Une fois la dernière vague passée, elle se tourna légèrement de côté pour se dégager. Assise sur le lit, elle passa sa robe par dessus sa tête et se retrouva enfin entièrement nue. Sans prendre le temps de le déshabiller, elle s'allongea à plat ventre devant son partenaire encore à genoux et pris fermement son sexe dans sa main et entre ses lèvres. La sensation de cette bouche chaude autour de sa verge lui arracha un premier râle. La langue allait et venait le long de sa queue, avant de laisser les lèvres se refermer complètement sur son sexe en érection, tapant parfois le fond de la gorge.
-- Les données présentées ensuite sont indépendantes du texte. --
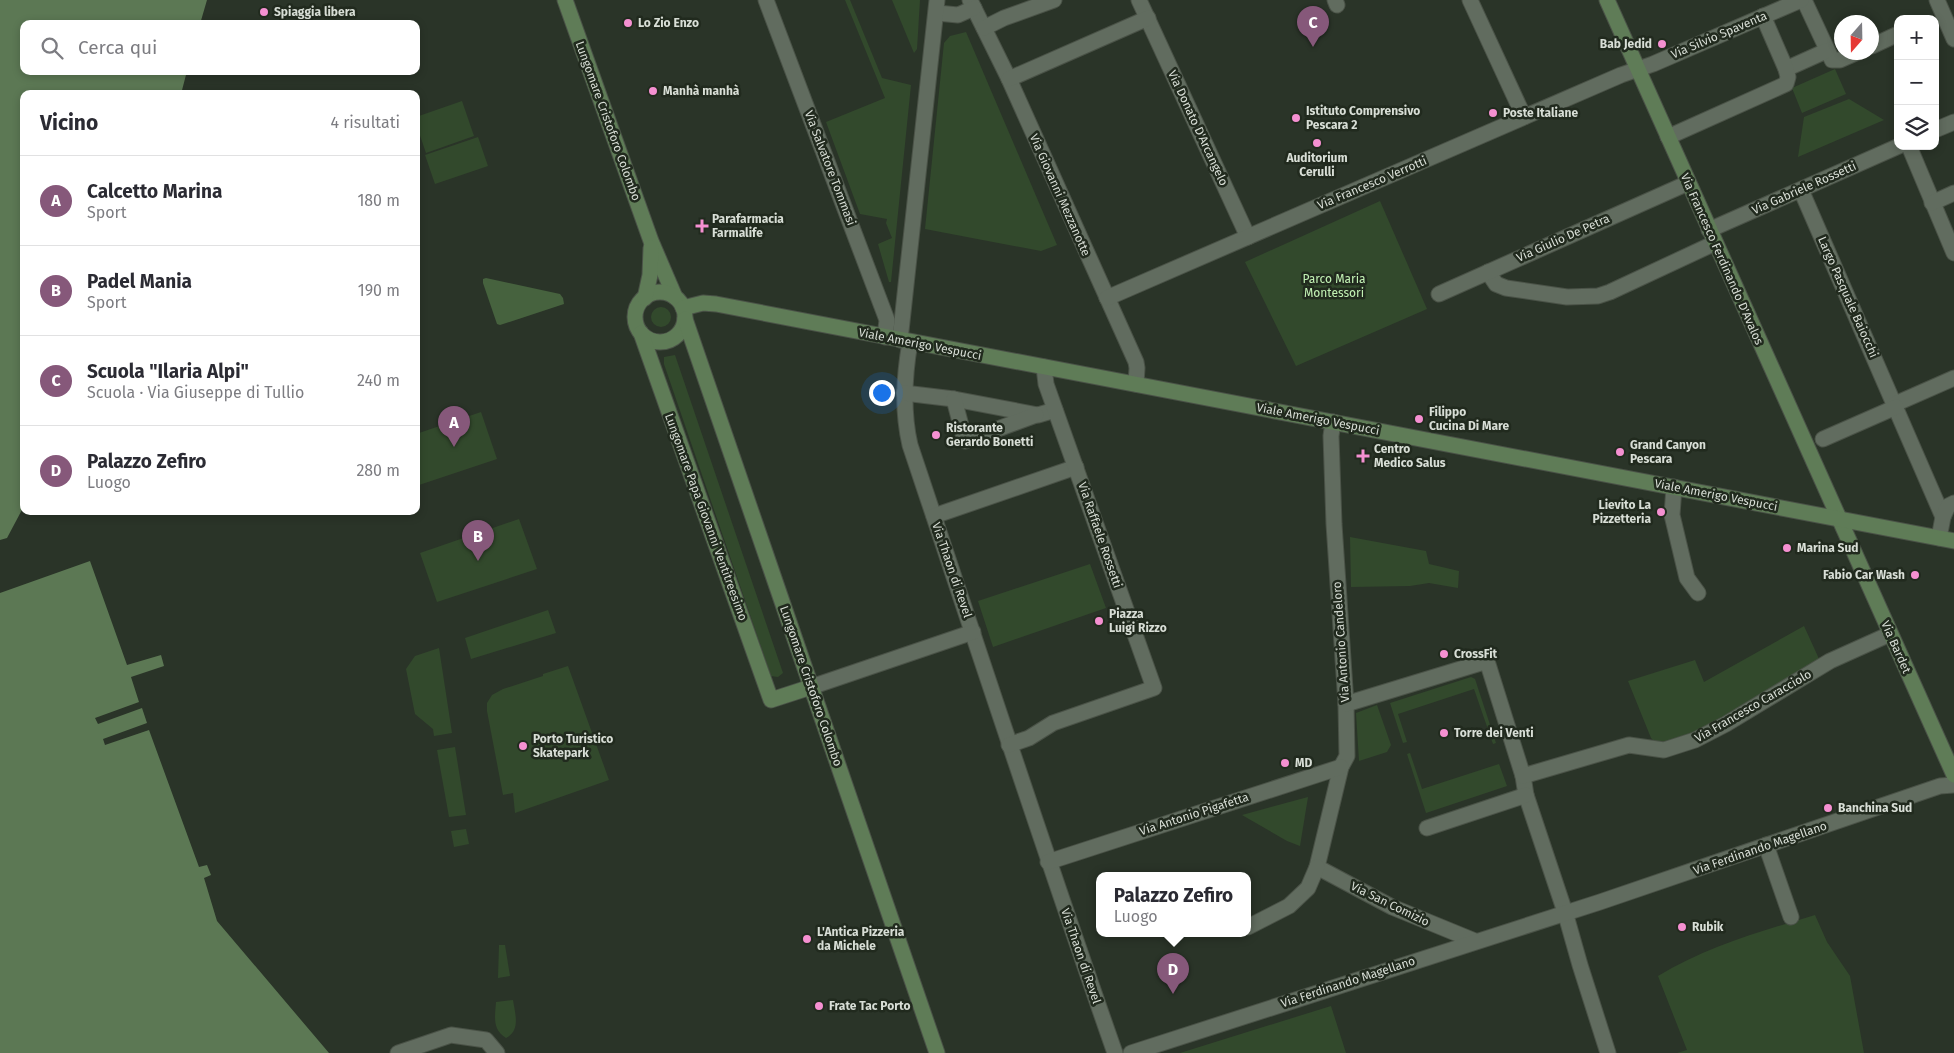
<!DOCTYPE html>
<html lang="it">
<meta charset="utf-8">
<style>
:root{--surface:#fff;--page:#f2f2f3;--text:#2b2b33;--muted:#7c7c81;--line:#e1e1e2;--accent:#86587a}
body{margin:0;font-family:"Fira Sans",sans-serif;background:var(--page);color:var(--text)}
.controls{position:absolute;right:15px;top:15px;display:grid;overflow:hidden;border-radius:10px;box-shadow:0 2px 8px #0003}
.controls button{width:45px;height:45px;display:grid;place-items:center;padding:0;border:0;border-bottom:1px solid var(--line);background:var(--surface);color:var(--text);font:25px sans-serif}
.compass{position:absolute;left:1834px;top:15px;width:45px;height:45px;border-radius:50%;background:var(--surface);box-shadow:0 2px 8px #0003;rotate:200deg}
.you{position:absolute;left:881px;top:392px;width:18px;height:18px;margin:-12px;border:4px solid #fff;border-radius:50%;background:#1a73e8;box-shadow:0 0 0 8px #1a73e833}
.badge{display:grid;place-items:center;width:32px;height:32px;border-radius:50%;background:var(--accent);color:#fff;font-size:16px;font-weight:700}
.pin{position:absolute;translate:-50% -41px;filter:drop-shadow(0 1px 2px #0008)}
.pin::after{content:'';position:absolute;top:26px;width:18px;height:15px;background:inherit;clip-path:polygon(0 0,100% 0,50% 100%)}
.popup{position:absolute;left:1096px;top:872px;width:155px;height:65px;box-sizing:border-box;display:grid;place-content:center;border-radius:10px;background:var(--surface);filter:drop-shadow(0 1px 4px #0005);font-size:16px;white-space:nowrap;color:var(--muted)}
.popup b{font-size:19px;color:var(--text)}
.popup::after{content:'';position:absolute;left:50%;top:100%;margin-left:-10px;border:10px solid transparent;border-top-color:var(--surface)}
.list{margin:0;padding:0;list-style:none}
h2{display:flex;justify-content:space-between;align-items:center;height:65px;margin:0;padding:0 20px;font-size:21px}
h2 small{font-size:16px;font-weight:400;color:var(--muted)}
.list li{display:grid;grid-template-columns:32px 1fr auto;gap:15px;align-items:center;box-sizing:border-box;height:90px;padding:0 20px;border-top:1px solid var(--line)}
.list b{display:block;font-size:19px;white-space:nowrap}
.list p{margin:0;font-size:16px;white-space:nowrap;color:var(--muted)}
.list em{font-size:16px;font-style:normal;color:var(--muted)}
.icon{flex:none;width:28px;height:28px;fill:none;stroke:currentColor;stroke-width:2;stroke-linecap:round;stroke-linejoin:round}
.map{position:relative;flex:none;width:1954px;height:1053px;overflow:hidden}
.search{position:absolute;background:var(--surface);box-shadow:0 2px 8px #0003;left:20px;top:20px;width:400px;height:55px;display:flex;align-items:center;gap:12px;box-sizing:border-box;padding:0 18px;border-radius:10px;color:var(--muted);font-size:19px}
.panel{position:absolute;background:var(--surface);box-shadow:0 2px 8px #0003;left:20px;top:90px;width:400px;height:425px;border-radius:10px}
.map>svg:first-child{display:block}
.green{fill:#32492c}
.forest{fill:#46623e}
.water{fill:#5c7854}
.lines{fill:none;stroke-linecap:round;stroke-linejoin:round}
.street-casing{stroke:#4a5247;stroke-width:17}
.secondary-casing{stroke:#4a5247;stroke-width:17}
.street{stroke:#616c5f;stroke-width:15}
.secondary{stroke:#5f7c57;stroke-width:15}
.poi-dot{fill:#f590d1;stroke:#212a1e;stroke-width:2}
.labels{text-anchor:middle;stroke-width:5;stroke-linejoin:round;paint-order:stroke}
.poi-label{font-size:12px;font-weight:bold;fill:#d8ded6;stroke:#212a1e;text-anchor:start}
.street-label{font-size:12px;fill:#d8ded6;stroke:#212a1e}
.park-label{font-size:12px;fill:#c2f1b4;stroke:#212a1e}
</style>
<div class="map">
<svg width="1954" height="1053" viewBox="0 0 1954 1053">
<rect width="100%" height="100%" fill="#2a3428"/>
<!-- green -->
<g class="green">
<path d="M 845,0 L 850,0 L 882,78 L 911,85 L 891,282 L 889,282 L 878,244 L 892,238 L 886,223 L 887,219 L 860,214 L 826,122 L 885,98 Z"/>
<path d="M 892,0 L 920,0 L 917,49 L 914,53 Z"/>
<path d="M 966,32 L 1057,245 L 1041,251 L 925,229 L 944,43 L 950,36 Z"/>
<path d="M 1835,69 L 1846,94 L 1802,113 L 1792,88 Z"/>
<path d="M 1849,99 L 1884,120 L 1798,157 L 1804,117 Z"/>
<path d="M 462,101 L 474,136 L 426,153 L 416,124 L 416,117 Z"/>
<path d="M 478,137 L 488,166 L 435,184 L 425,155 Z"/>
<path d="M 1380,201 L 1427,309 L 1296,366 L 1245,262 Z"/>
<circle cx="661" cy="317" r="10"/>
<path d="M 675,355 L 783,673 L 778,677 L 771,676 L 664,364 L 664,357 Z"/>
<path d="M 481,412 L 497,459 L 416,486 L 416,434 Z"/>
<path d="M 519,519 L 537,569 L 437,602 L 420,553 Z"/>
<path d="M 1350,537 L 1426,551 L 1429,564 L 1459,571 L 1458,588 L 1429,583 L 1410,586 L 1351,587 Z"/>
<path d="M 1090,564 L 1106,608 L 993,647 L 978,601 Z"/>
<path d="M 548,610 L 556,633 L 471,659 L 465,638 Z"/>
<path d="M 1804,626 L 1820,661 L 1700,732 L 1671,743 L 1655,742 L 1651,738 L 1628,681 L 1695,660 L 1704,682 Z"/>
<path d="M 439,648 L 452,733 L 434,736 L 433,729 L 415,714 L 406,669 L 415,656 Z"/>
<path d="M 568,666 L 609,780 L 515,813 L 513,793 L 503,795 L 487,711 L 487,703 L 492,695 L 503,689 L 543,676 L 543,674 Z"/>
<path d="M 1471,677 L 1475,679 L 1496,743 L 1493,744 L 1474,689 L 1398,714 L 1407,742 L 1403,743 L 1390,703 Z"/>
<path d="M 1377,705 L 1391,745 L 1387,752 L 1359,761 L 1356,713 Z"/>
<path d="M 455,747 L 466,815 L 449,817 L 437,750 Z"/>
<path d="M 1410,753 L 1422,789 L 1499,764 L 1507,786 L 1426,813 L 1407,754 Z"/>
<path d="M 1308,797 L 1300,846 L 1287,841 L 1242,815 Z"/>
<path d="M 466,829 L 469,844 L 454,847 L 451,831 Z"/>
<path d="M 1815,915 L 1827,942 L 1850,976 L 1864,1053 L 1677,1053 L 1687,1050 L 1658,976 C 1708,946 1759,932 1815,915 Z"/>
<path d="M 499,945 L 505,945 L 510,976 L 498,978 Z"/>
<path d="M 513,1000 C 515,1013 521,1031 506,1038 C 492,1029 495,1017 496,1002 Z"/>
<path d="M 1331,1006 L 1346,1053 L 1180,1053 Z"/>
</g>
<!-- forest -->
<path class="forest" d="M 486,278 L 560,294 L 563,298 L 564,304 L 500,325 L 497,324 L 483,283 L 483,279 Z"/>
<!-- water -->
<g class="water">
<path d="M 0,0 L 207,0 L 200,24 L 24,24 L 24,71 L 187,71 L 181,94 L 24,94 L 24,506 L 7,538 L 0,540 Z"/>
<path d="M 90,561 L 127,665 L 161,655 L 164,666 L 131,677 L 139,702 L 95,718 L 98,724 L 142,708 L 147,723 L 103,739 L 105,745 L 149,730 L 199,867 L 207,865 L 211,875 L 204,878 L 217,921 L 329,1053 L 0,1053 L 0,593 Z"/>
</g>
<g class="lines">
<defs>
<g id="street">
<path d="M 766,0 L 887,320 L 885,337"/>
<path d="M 970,0 L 1009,79 L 1136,362 L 1137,368 L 1136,384"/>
<path d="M 1139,0 L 1248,237"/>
<path d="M 1335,0 L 1337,5"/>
<path d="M 1470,0 L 1524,117"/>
<path d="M 1804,0 L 1832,60 L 1840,60 L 1858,52"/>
<path d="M 1937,0 L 1954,39"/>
<path d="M 937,13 L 958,15 L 974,8"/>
<path d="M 984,28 L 1004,18 L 1054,0"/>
<path d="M 1872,46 L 1898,34"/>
<path d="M 1786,69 L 1826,51"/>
<path d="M 1009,79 L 1148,18"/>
<path d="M 1935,130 L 1954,122"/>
<path d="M 1668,137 L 1786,84 L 1788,77 L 1786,69 L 1763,16"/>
<path d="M 1909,146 L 1954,253"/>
<path d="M 1801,190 L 1943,517"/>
<path d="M 1932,203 L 1954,193"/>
<path d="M 1709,230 L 1899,146"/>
<path d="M 1488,272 L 1496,284 L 1506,288 L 1567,297 L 1598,296 L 1610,292 L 1715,243"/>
<path d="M 1439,294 L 1688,183"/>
<path d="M 1107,298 L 1621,75 L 1653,64 L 1801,0"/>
<path d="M 900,340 L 937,0"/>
<path d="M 910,342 C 904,377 902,410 910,445 C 978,648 1044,851 1115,1053"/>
<path d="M 904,393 L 954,399 L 1038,415 L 1055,410"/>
<path d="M 954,399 L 965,441 L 1036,415"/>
<path d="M 1895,404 L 1954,378"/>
<path d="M 1333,422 L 1331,436 L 1334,524 L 1346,704 L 1347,756 L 1341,767 L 1317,867 L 1392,907 L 1475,941"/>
<path d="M 1823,439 L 1896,407"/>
<path d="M 1674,487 L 1672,515 L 1687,578 L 1698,593"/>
<path d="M 934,516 L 1076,467"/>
<path d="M 1939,538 L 1943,517 L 1948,506 L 1954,503"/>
<path d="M 811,687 L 973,632"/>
<path d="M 1346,704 L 1487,661 L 1523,776 L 1526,795 L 1565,912 L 1580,965 L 1608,1053"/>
<path d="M 1009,745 L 1029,738 L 1053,723 L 1154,688 L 1046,384 L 1044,367"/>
<path d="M 1523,776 L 1629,745 L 1664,750 L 1695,740 L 1726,724 L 1830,661 L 1890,634"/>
<path d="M 1427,828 L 1526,795"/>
<path d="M 1766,845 L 1791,917"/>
<path d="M 1048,862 L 1341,767"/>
<path d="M 1248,927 L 1289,906 L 1308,888 L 1317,867"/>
<path d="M 398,1053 L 451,1035 L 486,1040 L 497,1053"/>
<path d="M 1131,1053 L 1600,902 L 1940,786 L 1954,785"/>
</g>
<g id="secondary">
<path d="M 565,0 L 651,241 L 675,297"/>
<path d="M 1607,0 L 1954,775"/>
<circle cx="660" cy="317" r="25"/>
<path d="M 645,298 L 650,275 L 651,248"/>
<path d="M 683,308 L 703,303 L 716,304 L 1954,541"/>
<path d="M 685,319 L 937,1053"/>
<path d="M 641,333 L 771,700 L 811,687"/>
</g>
</defs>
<!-- street casing -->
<use href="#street" class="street-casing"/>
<!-- secondary casing -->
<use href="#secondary" class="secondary-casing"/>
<!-- street -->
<use href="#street" class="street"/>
<!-- secondary -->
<use href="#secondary" class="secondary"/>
</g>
<!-- markers -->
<g class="poi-dot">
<circle cx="264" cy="12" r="5"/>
<circle cx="628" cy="23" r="5"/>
<circle cx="1662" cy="44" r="5"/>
<circle cx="653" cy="91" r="5"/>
<circle cx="1493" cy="113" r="5"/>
<circle cx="1296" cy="118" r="5"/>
<circle cx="1317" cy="143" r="5"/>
<path d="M699.5 218.5h5v5h5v5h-5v5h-5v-5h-5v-5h5z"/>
<circle cx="1419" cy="419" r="5"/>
<circle cx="936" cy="435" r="5"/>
<circle cx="1620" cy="452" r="5"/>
<path d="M1360.5 448.5h5v5h5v5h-5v5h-5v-5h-5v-5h5z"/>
<circle cx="1661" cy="512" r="5"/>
<circle cx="1787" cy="548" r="5"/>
<circle cx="1915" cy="575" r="5"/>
<circle cx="1099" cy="621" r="5"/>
<circle cx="1444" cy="654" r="5"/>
<circle cx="1444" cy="733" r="5"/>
<circle cx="523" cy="746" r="5"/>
<circle cx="1285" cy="763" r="5"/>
<circle cx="1828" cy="808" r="5"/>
<circle cx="1682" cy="927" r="5"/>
<circle cx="807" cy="939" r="5"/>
<circle cx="819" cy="1006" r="5"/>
</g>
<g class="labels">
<!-- poi labels -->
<g class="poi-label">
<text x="274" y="16">Spiaggia libera</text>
<text x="638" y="27">Lo Zio Enzo</text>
<text x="1652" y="48" text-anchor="end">Bab Jedid</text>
<text x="663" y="95">Manhà manhà</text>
<text x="1306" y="115">Istituto Comprensivo<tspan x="1306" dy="14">Pescara 2</tspan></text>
<text x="1503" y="117">Poste Italiane</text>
<text x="1317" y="162" text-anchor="middle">Auditorium<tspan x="1317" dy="14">Cerulli</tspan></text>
<text x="712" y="223">Parafarmacia<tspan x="712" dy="14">Farmalife</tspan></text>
<text x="1429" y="416">Filippo<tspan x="1429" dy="14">Cucina Di Mare</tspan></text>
<text x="946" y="432">Ristorante<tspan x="946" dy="14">Gerardo Bonetti</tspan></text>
<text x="1630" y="449">Grand Canyon<tspan x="1630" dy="14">Pescara</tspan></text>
<text x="1374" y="453">Centro<tspan x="1374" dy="14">Medico Salus</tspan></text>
<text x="1651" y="509" text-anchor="end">Lievito La<tspan x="1651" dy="14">Pizzetteria</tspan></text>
<text x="1797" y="552">Marina Sud</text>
<text x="1905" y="579" text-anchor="end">Fabio Car Wash</text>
<text x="1109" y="618">Piazza<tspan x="1109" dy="14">Luigi Rizzo</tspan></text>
<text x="1454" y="658">CrossFit</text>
<text x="1454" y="737">Torre dei Venti</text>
<text x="533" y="743">Porto Turistico<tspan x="533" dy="14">Skatepark</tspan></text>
<text x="1295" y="767">MD</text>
<text x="1838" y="812">Banchina Sud</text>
<text x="1692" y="931">Rubik</text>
<text x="817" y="936">L'Antica Pizzeria<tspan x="817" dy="14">da Michele</tspan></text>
<text x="829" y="1010">Frate Tac Porto</text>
</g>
<!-- street labels -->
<g class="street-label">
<text transform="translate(1719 35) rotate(-23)" y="4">Via Silvio Spaventa</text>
<text transform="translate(608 121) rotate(70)" y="4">Lungomare Cristoforo Colombo</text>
<text transform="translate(1198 128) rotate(65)" y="4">Via Donato D'Arcangelo</text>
<text transform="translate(830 168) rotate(69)" y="4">Via Salvatore Tommasi</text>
<text transform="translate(1372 183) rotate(-23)" y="4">Via Francesco Verrotti</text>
<text transform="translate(1804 188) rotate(-24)" y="4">Via Gabriele Rossetti</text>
<text transform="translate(1060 195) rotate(66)" y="4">Via Giovanni Mezzanotte</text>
<text transform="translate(1563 238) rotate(-24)" y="4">Via Giulio De Petra</text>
<text transform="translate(1722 259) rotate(66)" y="4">Via Francesco Ferdinando D'Avalos</text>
<text transform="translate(1848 297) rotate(66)" y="4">Largo Pasquale Baiocchi</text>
<text transform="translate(920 344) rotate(11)" y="4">Viale Amerigo Vespucci</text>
<text transform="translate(1318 419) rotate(11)" y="4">Viale Amerigo Vespucci</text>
<text transform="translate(1716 495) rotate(11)" y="4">Viale Amerigo Vespucci</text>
<text transform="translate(706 517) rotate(70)" y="4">Lungomare Papa Giovanni Ventitreesimo</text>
<text transform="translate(1100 535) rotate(71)" y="4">Via Raffaele Rossetti</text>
<text transform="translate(952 570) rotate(71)" y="4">Via Thaon di Revel</text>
<text transform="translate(1341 642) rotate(-94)" y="4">Via Antonio Candeloro</text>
<text transform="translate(1896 647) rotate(66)" y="4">Via Bardet</text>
<text transform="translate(811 686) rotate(71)" y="4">Lungomare Cristoforo Colombo</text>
<text transform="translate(1753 706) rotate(-30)" y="4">Via Francesco Caracciolo</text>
<text transform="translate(1194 814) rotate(-18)" y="4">Via Antonio Pigafetta</text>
<text transform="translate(1760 848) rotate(-19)" y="4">Via Ferdinando Magellano</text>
<text transform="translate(1390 904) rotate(26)" y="4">Via San Comizio</text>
<text transform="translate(1081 956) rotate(71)" y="4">Via Thaon di Revel</text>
<text transform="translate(1348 982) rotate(-18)" y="4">Via Ferdinando Magellano</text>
</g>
<!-- park labels -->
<g class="park-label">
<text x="1334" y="283">Parco Maria<tspan x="1334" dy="14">Montessori</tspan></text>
</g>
</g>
</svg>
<div class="controls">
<button>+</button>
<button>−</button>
<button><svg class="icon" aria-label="layers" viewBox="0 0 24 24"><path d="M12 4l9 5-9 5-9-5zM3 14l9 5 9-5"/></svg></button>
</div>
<svg class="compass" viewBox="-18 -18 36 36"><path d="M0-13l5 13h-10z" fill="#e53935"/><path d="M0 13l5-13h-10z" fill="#7c7c81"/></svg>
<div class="you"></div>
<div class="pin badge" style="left:454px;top:447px">A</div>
<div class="pin badge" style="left:478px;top:561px">B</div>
<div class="pin badge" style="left:1313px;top:47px">C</div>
<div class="pin badge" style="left:1173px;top:994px">D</div>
<div class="popup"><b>Palazzo Zefiro</b>Luogo</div>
<div class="search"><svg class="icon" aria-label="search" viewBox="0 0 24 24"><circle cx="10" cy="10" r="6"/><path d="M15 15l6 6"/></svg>Cerca qui</div>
<section class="panel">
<h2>Vicino<small>4 risultati</small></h2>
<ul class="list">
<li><span class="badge">A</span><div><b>Calcetto Marina</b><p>Sport</p></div><em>180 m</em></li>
<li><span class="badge">B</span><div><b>Padel Mania</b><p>Sport</p></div><em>190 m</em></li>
<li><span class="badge">C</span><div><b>Scuola &quot;Ilaria Alpi&quot;</b><p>Scuola · Via Giuseppe di Tullio</p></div><em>240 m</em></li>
<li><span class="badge">D</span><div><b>Palazzo Zefiro</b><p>Luogo</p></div><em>280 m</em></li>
</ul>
</section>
</div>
Stimulé par cette fellation aussi intense qu'inattendue, il se surprit à lui tenir les cheveux, au début pour pouvoir observer son visage et sa bouche avaler son membre, puis plus fermement pour guider lui même les mouvements et imposer son rythme. Il la faisait descendre le long de sa verge quand il voulait voir son visage, puis remonter pour avaler son sexe dur tout entier. Cela l'excitait au plus haut point, et les œillades pleines de défi qu'elle lui lançait par en-dessous en disaient long sur son désir à elle. Quand il fut près de venir, il accéléra la cadence, puis se retira complètement de sa bouche pour jouir sur le bas de son visage, et sa poitrine. Elle se rapprocha tout de même pour le lécher tandis qu'il finissait de jouir, et avaler ce qu'il restait. Il la regarda faire, surpris et soulagé de sa jouissance. Ils se lancèrent un regard qui en disait long, étonnés de ce qu'ils avaient découverts l'un sur l'autre, mais avec la hâte de remettre le couvert.

Alors qu'elle se nettoyait assise sur un côté, il ramena leurs verres de vin blanc. Il finit de se déshabiller, et ils trinquèrent nus sur le lit, encore essoufflés mais ravis de leur collaboration nouvelle.